All upgrades to 6.3D went well, No audio dropouts, lockup's, missed recordings. Moves fast through menus, When I press record, it does it without long wait times. My dad's unit plays just as well also.
I will use these units until the sun sets on the MPEG2 stream.
Don't know why some people have trouble with their HR10's. The only reason that I can think of is that there hard drives have bad spots that the new software wrote to.


----------



## captain_video (Mar 1, 2002)

I've worked with dozens of HDTivos and only one that I've owned personally ever had an issue with the HDMI card. The only other problems I've ever had with any of them is when 6.3 was first introduced. I experienced the audio dropout problems that plagued most people. You can blame Tivo and DirecTV for the issue and not the hardware.

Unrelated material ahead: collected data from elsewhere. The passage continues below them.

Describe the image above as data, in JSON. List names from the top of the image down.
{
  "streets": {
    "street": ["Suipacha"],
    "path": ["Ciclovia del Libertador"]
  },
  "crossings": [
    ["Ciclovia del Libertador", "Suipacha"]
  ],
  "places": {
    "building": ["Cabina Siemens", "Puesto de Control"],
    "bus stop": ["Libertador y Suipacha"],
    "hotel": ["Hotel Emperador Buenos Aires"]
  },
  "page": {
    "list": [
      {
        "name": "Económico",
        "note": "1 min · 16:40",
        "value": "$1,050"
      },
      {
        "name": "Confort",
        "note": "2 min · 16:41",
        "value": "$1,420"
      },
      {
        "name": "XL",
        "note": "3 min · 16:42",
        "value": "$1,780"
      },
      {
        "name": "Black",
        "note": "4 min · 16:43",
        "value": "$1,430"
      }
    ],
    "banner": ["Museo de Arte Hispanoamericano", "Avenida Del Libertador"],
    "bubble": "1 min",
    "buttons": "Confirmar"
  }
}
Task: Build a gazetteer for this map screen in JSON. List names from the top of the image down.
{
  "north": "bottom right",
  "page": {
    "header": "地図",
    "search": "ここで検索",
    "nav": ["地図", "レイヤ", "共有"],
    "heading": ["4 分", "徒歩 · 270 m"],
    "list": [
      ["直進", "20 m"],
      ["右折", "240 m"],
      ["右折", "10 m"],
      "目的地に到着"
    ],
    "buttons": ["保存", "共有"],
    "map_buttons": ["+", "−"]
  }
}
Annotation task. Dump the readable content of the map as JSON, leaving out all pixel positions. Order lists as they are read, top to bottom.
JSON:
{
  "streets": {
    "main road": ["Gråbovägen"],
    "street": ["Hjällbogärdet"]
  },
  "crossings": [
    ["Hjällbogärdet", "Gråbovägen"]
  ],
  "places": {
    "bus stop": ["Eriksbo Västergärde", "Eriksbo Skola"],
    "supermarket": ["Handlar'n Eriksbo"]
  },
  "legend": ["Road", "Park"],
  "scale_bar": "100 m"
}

Sorry to hear that you had such a bad experience with your HDTivo. As with any consumer product, there are lemons out there and it sounds like you got one. I'd bet that a clean OS install would have fixed your problem. If not, then a new hard drive probably would. It's been my experience that taking software upgrades on top of a bad running Tivo just exaggerates the situation. It's best to wipe the slate clean and start over in most instances. I've wasted too much time and energy over the years trying to track down software problems on Tivos. It's just faster and easier to start over from scratch.


----------



## sleeplyee (Jun 25, 2007)

Have a nice deal. I like it. 



thanks


----------



## HiDefGator (Oct 12, 2004)

Sorry to hear you had such problems with your HR10. Both of mine came from the original batch. Other than 2 bad HDMI cards, which I gave up on, they have both worked fine. I did get the new 5 lnb dish and multiswitch installed over the weekend , so I'm ready for the HR20's now. Just not sure when to get them. No new channels are available I can't get yet....


----------



## bacevedo (Oct 31, 2003)

Wow - I never had problems with my HR10 either. However, I know that there are some people who had issues with them.

That's one reason why I decided to move forward with the HR20. I read people were having issues with them, but I also read people were having issues with the HR10. I thought, hey, just 'cause they are having issues doesn't mean that I will have issues. Glad I ordered it, no problems with the HR20 at all.

My HR10 is now in my bedroom, hoooked up to an old 27" CRT (non hi-def). It still makes a very nice 200 hour SD tivo. 

Bryan


----------



## fasTLane (Nov 25, 2005)

HDTivo rocks!


----------



## Jon J (Aug 23, 2000)

There doesn't seem to be any rhyme or reason to HR10-250 problems. I'm on my second. The first died after about a year. My current one performed flawlessly until the latest software release. There were no problems until about a month after it updated to 6.3d and now, for the past month at least, it locks up daily on average and must be manually reboooted. Then it works fine for an indeterminate amout of time before locking up again.

The Protection Plan has already agreed to replace it with an HR20 which I will own and to upgrade to the 5 LNB dish. But I really don't want to lose the TiVo software and have not okayed the swap yet. But, I'm getting closer every day.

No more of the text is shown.